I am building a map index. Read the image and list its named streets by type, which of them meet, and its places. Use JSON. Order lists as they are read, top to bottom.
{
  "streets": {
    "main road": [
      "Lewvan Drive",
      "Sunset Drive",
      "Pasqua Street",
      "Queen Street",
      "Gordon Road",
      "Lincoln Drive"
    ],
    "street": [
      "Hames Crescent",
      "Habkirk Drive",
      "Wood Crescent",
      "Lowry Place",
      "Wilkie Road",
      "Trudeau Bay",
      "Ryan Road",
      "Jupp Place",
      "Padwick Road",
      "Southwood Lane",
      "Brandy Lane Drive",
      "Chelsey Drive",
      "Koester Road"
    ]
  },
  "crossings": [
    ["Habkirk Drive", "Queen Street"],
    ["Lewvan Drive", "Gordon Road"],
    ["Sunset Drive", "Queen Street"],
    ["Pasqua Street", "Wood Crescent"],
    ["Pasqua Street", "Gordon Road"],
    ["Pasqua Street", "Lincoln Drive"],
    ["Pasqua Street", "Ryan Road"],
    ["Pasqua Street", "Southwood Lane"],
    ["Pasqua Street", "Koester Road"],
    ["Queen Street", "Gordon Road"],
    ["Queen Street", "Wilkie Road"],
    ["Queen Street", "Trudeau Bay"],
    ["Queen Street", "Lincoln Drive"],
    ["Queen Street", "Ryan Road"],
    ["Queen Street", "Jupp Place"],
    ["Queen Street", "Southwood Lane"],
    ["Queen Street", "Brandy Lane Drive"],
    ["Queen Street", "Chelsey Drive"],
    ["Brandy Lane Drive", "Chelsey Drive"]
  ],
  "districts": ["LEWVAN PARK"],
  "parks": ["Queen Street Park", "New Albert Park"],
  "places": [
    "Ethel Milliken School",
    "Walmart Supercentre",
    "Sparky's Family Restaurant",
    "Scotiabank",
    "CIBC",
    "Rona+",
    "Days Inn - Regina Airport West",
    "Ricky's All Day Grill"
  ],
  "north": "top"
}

■ ■ ■

EXERCISE GOAL -
Output all of the data without altering a single line.

EXPECTED OUTPUT -
I am building a map index. Read the image and list its named streets by type, which of them meet, and its places. Use JSON. Order lists as they are read, top to bottom.
{
  "streets": {
    "main road": [
      "Lewvan Drive",
      "Sunset Drive",
      "Pasqua Street",
      "Queen Street",
      "Gordon Road",
      "Lincoln Drive"
    ],
    "street": [
      "Hames Crescent",
      "Habkirk Drive",
      "Wood Crescent",
      "Lowry Place",
      "Wilkie Road",
      "Trudeau Bay",
      "Ryan Road",
      "Jupp Place",
      "Padwick Road",
      "Southwood Lane",
      "Brandy Lane Drive",
      "Chelsey Drive",
      "Koester Road"
    ]
  },
  "crossings": [
    ["Habkirk Drive", "Queen Street"],
    ["Lewvan Drive", "Gordon Road"],
    ["Sunset Drive", "Queen Street"],
    ["Pasqua Street", "Wood Crescent"],
    ["Pasqua Street", "Gordon Road"],
    ["Pasqua Street", "Lincoln Drive"],
    ["Pasqua Street", "Ryan Road"],
    ["Pasqua Street", "Southwood Lane"],
    ["Pasqua Street", "Koester Road"],
    ["Queen Street", "Gordon Road"],
    ["Queen Street", "Wilkie Road"],
    ["Queen Street", "Trudeau Bay"],
    ["Queen Street", "Lincoln Drive"],
    ["Queen Street", "Ryan Road"],
    ["Queen Street", "Jupp Place"],
    ["Queen Street", "Southwood Lane"],
    ["Queen Street", "Brandy Lane Drive"],
    ["Queen Street", "Chelsey Drive"],
    ["Brandy Lane Drive", "Chelsey Drive"]
  ],
  "districts": ["LEWVAN PARK"],
  "parks": ["Queen Street Park", "New Albert Park"],
  "places": [
    "Ethel Milliken School",
    "Walmart Supercentre",
    "Sparky's Family Restaurant",
    "Scotiabank",
    "CIBC",
    "Rona+",
    "Days Inn - Regina Airport West",
    "Ricky's All Day Grill"
  ],
  "north": "top"
}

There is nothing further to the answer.